British academic faces stern test at World Bank
The World Bank has hardly been a haven of sweetness and light in recent years. But Nick Stern, the British academic who takes over as its new chief economist in a couple of weeks' time, must be wondering what he let himself in for.
On Monday, at the bank's annual development economics jamboree in Paris, bank president James Wolfensohn was in feisty mood. Fresh from a dispute with his own board over whether the bank should publish an independent report slating its lending plans in China, Wolfensohn paid barbed tribute to Joe Stiglitz, Stern's predecessor in the hot seat.
Wolfensohn declared he was a great admirer of Stiglitz. But in the next breath he described him as "someone I understand I have met in the past few years - when he wasn't travelling".
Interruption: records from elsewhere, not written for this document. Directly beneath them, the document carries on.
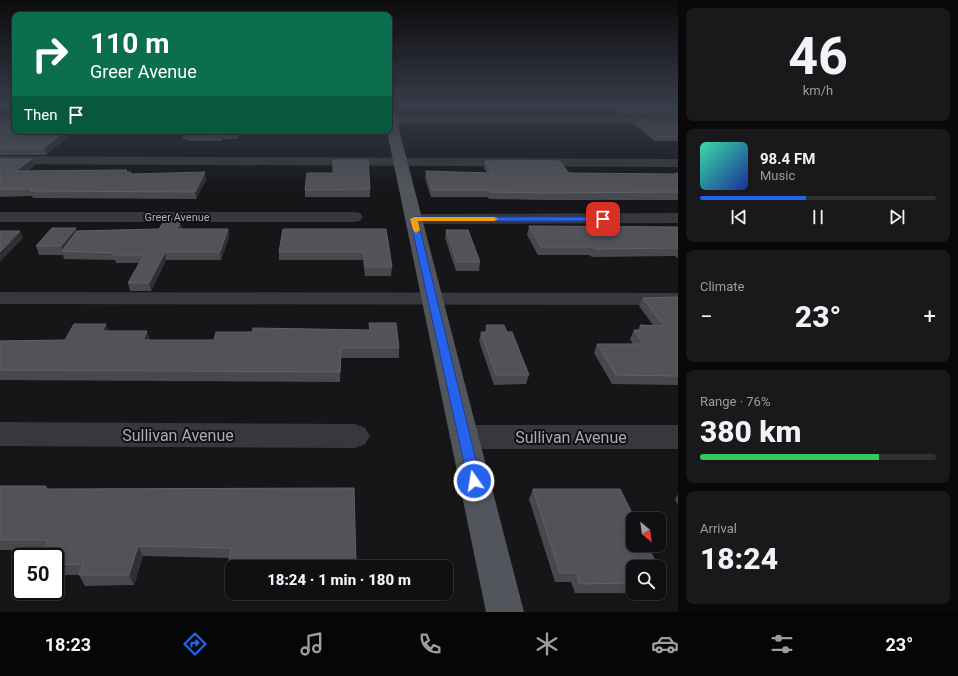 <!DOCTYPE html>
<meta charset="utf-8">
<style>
:root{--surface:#101012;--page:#19191b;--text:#f1f3f6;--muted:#9c9d9f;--line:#303032;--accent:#2563eb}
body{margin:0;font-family:Roboto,sans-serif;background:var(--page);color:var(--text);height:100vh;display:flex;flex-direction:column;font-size:15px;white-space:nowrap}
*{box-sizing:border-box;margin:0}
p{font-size:13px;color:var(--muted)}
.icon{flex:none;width:22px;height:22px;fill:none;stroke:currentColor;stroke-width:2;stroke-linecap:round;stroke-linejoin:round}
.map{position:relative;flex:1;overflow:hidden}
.sheet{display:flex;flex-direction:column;gap:8px;padding:8px;background:#09090a;width:280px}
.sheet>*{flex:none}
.guide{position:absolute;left:12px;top:12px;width:380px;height:122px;border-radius:8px;box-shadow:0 2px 6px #0003,0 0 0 1px var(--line);background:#0b6e4f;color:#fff;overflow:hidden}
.needle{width:26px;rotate:151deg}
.tools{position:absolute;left:626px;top:512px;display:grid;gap:8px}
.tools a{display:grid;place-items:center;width:40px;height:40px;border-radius:8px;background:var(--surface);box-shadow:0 2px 6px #0003,0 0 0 1px var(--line);font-size:20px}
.speed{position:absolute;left:12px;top:548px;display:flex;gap:8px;font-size:20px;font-weight:700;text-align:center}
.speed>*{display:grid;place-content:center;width:52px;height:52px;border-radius:50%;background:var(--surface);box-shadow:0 2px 6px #0003,0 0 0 1px var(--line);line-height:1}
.speed .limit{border:2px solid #111;border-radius:6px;background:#fff;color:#111}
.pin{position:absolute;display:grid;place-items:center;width:34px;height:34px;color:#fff;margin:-17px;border-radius:8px;box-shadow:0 2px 6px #0006}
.me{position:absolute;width:44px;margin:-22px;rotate:347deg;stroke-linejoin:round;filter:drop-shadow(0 0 3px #0008)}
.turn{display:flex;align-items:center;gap:14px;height:84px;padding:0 12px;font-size:18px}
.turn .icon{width:52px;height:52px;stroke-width:2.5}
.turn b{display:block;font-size:28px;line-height:34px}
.then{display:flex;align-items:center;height:38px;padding:0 12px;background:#0003;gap:8px;font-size:15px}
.big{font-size:30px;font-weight:800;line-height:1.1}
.sheet .widget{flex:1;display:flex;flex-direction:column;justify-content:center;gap:6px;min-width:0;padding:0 14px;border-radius:8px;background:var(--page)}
.sheet .dial{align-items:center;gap:0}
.dial b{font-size:52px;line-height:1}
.song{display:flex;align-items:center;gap:12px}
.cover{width:48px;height:48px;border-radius:6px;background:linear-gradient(135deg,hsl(160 70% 55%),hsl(230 70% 35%))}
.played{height:4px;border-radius:2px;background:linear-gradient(90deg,var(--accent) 45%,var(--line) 45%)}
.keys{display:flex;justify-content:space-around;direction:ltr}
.heat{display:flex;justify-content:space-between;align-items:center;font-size:22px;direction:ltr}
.charge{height:6px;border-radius:3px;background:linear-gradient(90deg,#34c759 76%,var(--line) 0)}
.trip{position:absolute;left:225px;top:560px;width:228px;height:40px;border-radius:8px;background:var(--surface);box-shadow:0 2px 6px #0003,0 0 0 1px var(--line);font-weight:800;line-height:40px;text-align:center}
.menu{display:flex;height:64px;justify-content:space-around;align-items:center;background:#060607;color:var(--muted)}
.menu .icon{width:28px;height:28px}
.menu .on{color:var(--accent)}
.menu b{font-size:18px;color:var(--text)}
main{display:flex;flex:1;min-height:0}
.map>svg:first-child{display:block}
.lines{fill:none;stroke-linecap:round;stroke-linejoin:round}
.minor{fill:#37383d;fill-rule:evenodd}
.major{fill:#53555c;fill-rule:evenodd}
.wall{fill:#47494d}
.shaded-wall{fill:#2f3033}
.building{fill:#525359;stroke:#5f6168}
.route{fill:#2563eb;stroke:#184099}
.slow{fill:#f59e0b}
.labels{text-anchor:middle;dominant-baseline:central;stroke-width:4;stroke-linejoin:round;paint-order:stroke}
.far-street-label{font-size:11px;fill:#a8adb8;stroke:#111113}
.near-street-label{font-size:16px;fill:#a8adb8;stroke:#111113}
</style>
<main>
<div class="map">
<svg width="678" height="612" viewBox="0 0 678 612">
<rect width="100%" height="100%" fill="#161618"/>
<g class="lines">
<!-- minor -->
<g class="minor">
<rect x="0" y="115" width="15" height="8"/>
<path d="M 389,115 L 678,116 L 678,124 L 389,123 Z"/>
<path d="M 0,156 L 678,159 L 678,167 L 0,164 Z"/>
<path d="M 0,212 L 354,212 L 360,213 L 363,217 L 360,221 L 354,222 L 0,222 Z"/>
<path d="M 678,213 L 678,223 L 414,224 L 408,223 L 405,219 L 408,215 L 414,214 Z"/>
<path d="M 0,292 L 678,293 L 678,305 L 0,304 Z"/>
<path d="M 0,422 L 355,424 L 365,428 L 370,436 L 365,444 L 355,448 L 0,446 Z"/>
<path d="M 464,425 L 678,425 L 678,449 L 464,449 L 454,445 L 449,437 L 454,429 Z"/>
</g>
<!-- major -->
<path class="major" d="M 389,111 L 395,114 L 524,612 L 486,612 L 387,131 L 389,131 Z"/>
</g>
<!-- wall -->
<g class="wall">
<path d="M 607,105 L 678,105 L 678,115 L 619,114 Z"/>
<path d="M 635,121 L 678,122 L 678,141 L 655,141 L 634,125 Z"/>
<path d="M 0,122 L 74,131 L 46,155 L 0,155 Z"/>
<path d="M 183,131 L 241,131 L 237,139 L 223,139 L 222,141 L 188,141 L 187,139 L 183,139 L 182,132 Z"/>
<path d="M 0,159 L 31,159 L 34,166 L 27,171 L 127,170 L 127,172 L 131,172 L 131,174 L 206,179 L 196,199 L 33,198 L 32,196 L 0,197 Z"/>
<path d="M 485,161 L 569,173 L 674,174 L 678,173 L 678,172 L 678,200 L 542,200 L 489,199 L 488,197 L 431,197 L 425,178 L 426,171 L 487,173 L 484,168 Z"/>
<path d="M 370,189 L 370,197 L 305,197 L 305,190 Z"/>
<path d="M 180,222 L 182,229 L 228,229 L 229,237 L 221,260 L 166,260 L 151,291 L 130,291 L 128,283 L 139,263 L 116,263 L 115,260 L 64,259 L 63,255 L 39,255 L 36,246 L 77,231 L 159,229 Z"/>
<path d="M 529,226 L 678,227 L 678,259 L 675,256 L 592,257 L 589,255 L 538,255 L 527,235 Z"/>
<path d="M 386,229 L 392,267 L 391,276 L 365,276 L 363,260 L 279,260 L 279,252 Z"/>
<path d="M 446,230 L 480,262 L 479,271 L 456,271 L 445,238 Z"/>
<path d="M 678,297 L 678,385 L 612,384 L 594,353 L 597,344 L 633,344 L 630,339 L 634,330 L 638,330 L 640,325 L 653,325 L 639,306 L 643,298 Z"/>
<path d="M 369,323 L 399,348 L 399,358 L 341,358 L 340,382 L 0,380 L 0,341 L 65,340 L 108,331 L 150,340 L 214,340 L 252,332 L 369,330 Z"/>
<path d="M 486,325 L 507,332 L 529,375 L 526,384 L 494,385 L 479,341 L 481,332 L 485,332 Z"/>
<path d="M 0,486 L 46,486 L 48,489 L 356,562 L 356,567 L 232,567 L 232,589 L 228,589 L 226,579 L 229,558 L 143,556 L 134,585 L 85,586 L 79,575 L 55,575 L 55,557 L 43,550 L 0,550 Z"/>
<path d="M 533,489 L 633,567 L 633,593 L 575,593 L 571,582 L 555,582 L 529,499 Z"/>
<path d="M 678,494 L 678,505 L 675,499 Z"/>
<path d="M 659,569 L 666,583 L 659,592 Z"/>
</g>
<!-- shaded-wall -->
<g class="shaded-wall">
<path d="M 65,131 L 74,131 L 46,155 L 44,148 Z"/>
<path d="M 237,131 L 241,131 L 237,139 L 236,133 Z"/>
<path d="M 222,133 L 223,139 L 222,141 L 221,135 Z"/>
<path d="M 31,159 L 34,166 L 19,178 L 16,171 Z"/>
<path d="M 205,172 L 206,179 L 196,199 L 195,192 Z"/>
<path d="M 180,222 L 182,229 L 177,229 Z"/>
<path d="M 76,228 L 79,236 L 63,251 L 61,246 Z"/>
<path d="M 228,229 L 229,237 L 221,260 L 220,252 Z"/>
<path d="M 20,231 L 23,238 L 0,262 L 0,252 Z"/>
<path d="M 165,252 L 166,260 L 151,291 L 149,283 Z"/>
<path d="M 106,324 L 109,333 L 102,331 Z"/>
<path d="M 147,331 L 150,340 L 143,340 Z"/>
<path d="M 138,546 L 143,556 L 134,585 L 129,575 Z"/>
</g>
<!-- building -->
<g class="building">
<path d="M 613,105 L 678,105 L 678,111 L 620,111 Z"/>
<path d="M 635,121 L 678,122 L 678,137 L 657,137 Z"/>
<path d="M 0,122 L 15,122 L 15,131 L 65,131 L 44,148 L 0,148 Z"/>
<path d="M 183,131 L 237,131 L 236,133 L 222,133 L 221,135 L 187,134 L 188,132 L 182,132 Z"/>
<path d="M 0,159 L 31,159 L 16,171 L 127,170 L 125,172 L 131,172 L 130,174 L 205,172 L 195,192 L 30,191 L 32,189 L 0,189 Z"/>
<path d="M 333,160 L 368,160 L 370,189 L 305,190 L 307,173 L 333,173 Z"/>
<path d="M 485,161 L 559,161 L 569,173 L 674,174 L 678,173 L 678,192 L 544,193 L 490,192 L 489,190 L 432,190 L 426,171 L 492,173 Z"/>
<path d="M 167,216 L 180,222 L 177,229 L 228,229 L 220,252 L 165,252 L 149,283 L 128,283 L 144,255 L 113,255 L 115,253 L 62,251 L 77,231 L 159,229 Z"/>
<path d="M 529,226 L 678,227 L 678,248 L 595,249 L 592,247 L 541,247 Z"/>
<path d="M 52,228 L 76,228 L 61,246 L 36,246 Z"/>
<path d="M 283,229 L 386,229 L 392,267 L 365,267 L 364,252 L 279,252 Z"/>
<path d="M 446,230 L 468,230 L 480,262 L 457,262 Z"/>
<path d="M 0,231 L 20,231 L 0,252 Z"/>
<path d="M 678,297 L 678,376 L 616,375 L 597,344 L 643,344 L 634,330 L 644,330 L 640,325 L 664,326 L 643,298 Z"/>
<path d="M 369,323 L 396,323 L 399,348 L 341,348 L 340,372 L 0,370 L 0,341 L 65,340 L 74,324 L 106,324 L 102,331 L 147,331 L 143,340 L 214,340 L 216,332 L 252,332 L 253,328 L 370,330 Z"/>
<path d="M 486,325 L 504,325 L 507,332 L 512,332 L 529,375 L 496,375 L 481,332 L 488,332 Z"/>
<path d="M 0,486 L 46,486 L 44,489 L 354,488 L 356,562 L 299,562 L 299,567 L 232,567 L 232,579 L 226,579 L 231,548 L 138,546 L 129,575 L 79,575 L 83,564 L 55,565 L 55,557 L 40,557 L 48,540 L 0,540 Z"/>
<path d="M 533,489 L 620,489 L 635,519 L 633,519 L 633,545 L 647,545 L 658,567 L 633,567 L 633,583 L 580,584 L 576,573 L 560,573 Z"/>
<path d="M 659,569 L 666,583 L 659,583 Z"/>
</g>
<!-- sky -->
<linearGradient id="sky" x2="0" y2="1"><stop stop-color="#0c0c0d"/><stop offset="0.55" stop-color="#363c48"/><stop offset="1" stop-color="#363c48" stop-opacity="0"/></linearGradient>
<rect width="678" height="191" fill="url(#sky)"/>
<!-- route -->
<path class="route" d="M 414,217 L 603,217 L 606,219 L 603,221 L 418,221 L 481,481 L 479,485 L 474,486 L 470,485 L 468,481 L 410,219 Z"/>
<!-- slow -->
<path class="slow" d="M 414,217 L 494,217 L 498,219 L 494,221 L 418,221 L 420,230 L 416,233 L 413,230 L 410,219 Z"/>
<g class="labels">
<!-- far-street labels -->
<g class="far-street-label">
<text x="177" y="217">Greer Avenue</text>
</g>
<!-- near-street labels -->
<g class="near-street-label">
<text x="178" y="435">Sullivan Avenue</text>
<text x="571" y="437">Sullivan Avenue</text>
</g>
</g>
</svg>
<div class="tools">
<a><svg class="needle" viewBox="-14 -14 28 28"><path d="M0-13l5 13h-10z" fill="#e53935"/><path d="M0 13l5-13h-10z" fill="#9c9d9f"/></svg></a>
<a><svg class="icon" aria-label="search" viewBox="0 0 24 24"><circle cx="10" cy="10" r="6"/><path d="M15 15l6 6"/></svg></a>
</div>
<div class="speed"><div class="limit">50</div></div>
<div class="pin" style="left:603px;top:219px;background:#d93025"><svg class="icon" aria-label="arrive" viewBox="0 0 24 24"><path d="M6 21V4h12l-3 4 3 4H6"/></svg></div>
<svg class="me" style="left:474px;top:481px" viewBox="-20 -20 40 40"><circle r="17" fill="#2563eb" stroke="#fff" stroke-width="3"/><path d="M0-11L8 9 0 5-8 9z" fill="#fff"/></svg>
<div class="trip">18:24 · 1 min · 180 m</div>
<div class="guide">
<div class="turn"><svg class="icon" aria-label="right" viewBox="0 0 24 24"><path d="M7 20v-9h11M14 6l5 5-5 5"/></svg><div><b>110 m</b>Greer Avenue</div></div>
<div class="then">Then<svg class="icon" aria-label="arrive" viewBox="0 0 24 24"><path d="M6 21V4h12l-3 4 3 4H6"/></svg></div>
</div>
</div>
<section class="sheet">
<div class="widget dial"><b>46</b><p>km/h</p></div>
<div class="widget">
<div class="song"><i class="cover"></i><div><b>98.4 FM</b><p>Music</p></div></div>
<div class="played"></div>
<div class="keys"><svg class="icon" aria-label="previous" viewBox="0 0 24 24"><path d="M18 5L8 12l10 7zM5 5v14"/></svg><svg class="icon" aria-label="pause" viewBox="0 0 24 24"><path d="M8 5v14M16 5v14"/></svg><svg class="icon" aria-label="next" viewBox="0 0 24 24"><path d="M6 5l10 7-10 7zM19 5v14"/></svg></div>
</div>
<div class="widget"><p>Climate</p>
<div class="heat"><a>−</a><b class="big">23°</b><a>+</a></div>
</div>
<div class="widget"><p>Range · 76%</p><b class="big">380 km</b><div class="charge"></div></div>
<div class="widget"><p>Arrival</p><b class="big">18:24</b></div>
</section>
</main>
<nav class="menu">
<b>18:23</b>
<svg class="icon on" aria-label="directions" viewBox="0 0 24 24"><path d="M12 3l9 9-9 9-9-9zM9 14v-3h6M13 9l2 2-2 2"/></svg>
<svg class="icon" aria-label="music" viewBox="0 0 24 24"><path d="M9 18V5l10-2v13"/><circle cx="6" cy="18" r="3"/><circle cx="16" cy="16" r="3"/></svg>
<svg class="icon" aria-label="phone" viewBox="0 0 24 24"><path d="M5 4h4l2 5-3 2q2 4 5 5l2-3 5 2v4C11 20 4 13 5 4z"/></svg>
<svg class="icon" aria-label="climate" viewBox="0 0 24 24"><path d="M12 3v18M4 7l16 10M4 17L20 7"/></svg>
<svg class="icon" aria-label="car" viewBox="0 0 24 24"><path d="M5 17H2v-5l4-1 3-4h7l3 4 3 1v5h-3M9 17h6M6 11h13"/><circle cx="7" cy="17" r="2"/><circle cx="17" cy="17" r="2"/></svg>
<svg class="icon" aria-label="filters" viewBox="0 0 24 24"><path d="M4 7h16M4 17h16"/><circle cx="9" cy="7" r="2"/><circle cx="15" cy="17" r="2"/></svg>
<b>23°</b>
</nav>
Warming to his task, he then promised not to pre-empt Stiglitz's address to the conference. "I won't do to him what he will do to himself and repeat a speech he has made before", Wolfensohn said.
Perhaps the bank president feels a little out of the loop. Asked later if the US Treasury had excessive influence over the World Bank, he first denied any such suggestion and then used sinister terms to describe the debate between economists with Treasury links. "It is a masonic order I don't want to be a member of," he said. Observer just hopes Stern is ready to enter such a secret world.